Foord was later offered a job as a coronavirus compliance officer at a rate of $250 a day.
Another online course, offered by Safe Sets International, a collective advocating health and safety on sets, is free and takes 20 minutes to complete.
Designed in part by Alex Kolodkin, the CEO of a film-locations platform, the course has been completed by more than 60,000 people. A certificate is issued after students pass a 17-question exam, but a disclaimer states that it “does not in any way represent or warrant that the holder has been certified in COVID-19 protocols.”
“The Safe Sets one is a joke,” Auerbach said. “My 10-year-old can take that and call himself a COVID compliance officer.”
Kolodkin said that Safe Sets is a free service that should only be one of many steps in the learning process.
“We encourage producers to look at guidelines from their associations, or from their cities … to actually get a sense of what they should be doing to keep their crew safe,” he said.
Safe Sets is adding an advanced hourlong course for $45, beginning Oct. 20.
People looking for more rigorous training have been forced to cobble together information from myriad resources. Auerbach, for example, has taken 40 hours of general workplace training from OSHA and a seven-hour contact-tracing course offered by Johns Hopkins University.
“We’re not in the opinion business, we’re in the gathering-of-information business, and we’re serving that to our clients,” said Auerbach.
COVID compliance officers have the unenviable task of policing people who outrank them, an especially dicey task for those who have taken the work to replace income lost in their normal areas of expertise. Many CCOs make $250 a day, hardly enough to make the demanding role worthwhile, Foord said.
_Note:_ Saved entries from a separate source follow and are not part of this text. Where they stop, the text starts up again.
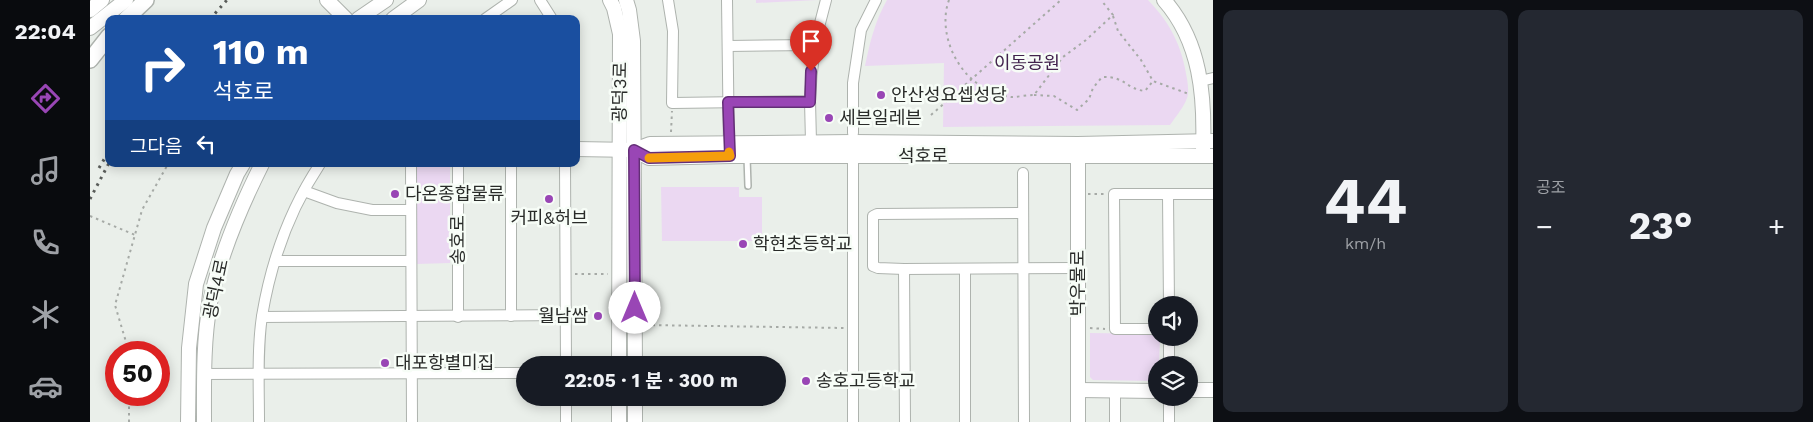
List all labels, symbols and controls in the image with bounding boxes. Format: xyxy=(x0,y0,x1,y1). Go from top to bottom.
text: 22:04 xyxy=(14,19,76,44)
pin xyxy=(790,20,832,71)
icon: arrive xyxy=(797,27,825,55)
text: 110 m xyxy=(213,31,309,73)
icon: right xyxy=(130,35,195,100)
park label: 이동공원 xyxy=(994,52,1060,73)
street label: 광덕3로 xyxy=(608,62,631,122)
text: 석호로 xyxy=(213,79,274,104)
icon: directions xyxy=(28,81,63,116)
place label: 안산성요셉성당 xyxy=(891,84,1007,105)
marker: 안산성요셉성당 xyxy=(875,89,887,101)
place label: 세븐일레븐 xyxy=(839,107,922,128)
marker: 세븐일레븐 xyxy=(823,112,835,124)
icon: left xyxy=(192,130,220,158)
text: 그다음 xyxy=(130,135,182,158)
street label: 석호로 xyxy=(898,145,948,166)
icon: music xyxy=(28,153,63,188)
text: 44 xyxy=(1324,163,1407,239)
text: 공조 xyxy=(1536,178,1565,197)
place label: 다온종합물류 xyxy=(405,183,504,204)
marker: 다온종합물류 xyxy=(389,188,401,200)
marker: 커피&허브 xyxy=(543,193,555,205)
text: 23° xyxy=(1629,204,1693,248)
place label: 커피&허브 xyxy=(510,207,588,228)
text: − xyxy=(1536,210,1553,243)
text: + xyxy=(1768,210,1785,243)
street label: 송호로 xyxy=(447,215,468,265)
icon: phone xyxy=(28,225,63,260)
place label: 학현초등학교 xyxy=(753,233,852,254)
text: km/h xyxy=(1345,234,1386,253)
marker: 학현초등학교 xyxy=(737,238,749,250)
street label: 박우물로 xyxy=(1067,250,1088,316)
street label: 광덕4로 xyxy=(199,257,232,321)
position arrow xyxy=(608,281,660,333)
map controls xyxy=(1148,296,1198,406)
button: sound xyxy=(1148,296,1198,346)
icon: climate xyxy=(28,297,63,332)
place label: 월남쌈 xyxy=(538,305,588,326)
marker: 월남쌈 xyxy=(592,310,604,322)
speed limit sign: 50 xyxy=(105,341,170,406)
place label: 대포항별미집 xyxy=(395,352,494,373)
button: layers xyxy=(1148,356,1198,406)
marker: 대포항별미집 xyxy=(379,357,391,369)
icon: car xyxy=(28,369,63,404)
text: 22:05 · 1 분 · 300 m xyxy=(564,369,738,392)
place label: 송호고등학교 xyxy=(816,370,915,391)
marker: 송호고등학교 xyxy=(800,375,812,387)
Most photographers-turned-compliance officers are also unaccustomed to the rigidity that their new jobs require.
Many people who go into photography want “to be the opposite of militaristic – otherwise they would have gone into the Army,” said Samantha Isom, a photographer who created a coronavirus safety course. Isom said a renegade attitude permeates the industry, “and that has to change.”
Eight months into the pandemic, with the photography industry in peril and lacking union representation, OSHA’s general workplace standards are the only form of regulation on set.
Much more is needed, including legislation, Auerbach and others said. Until then, Auerbach said, it’s “the Wild West out there.”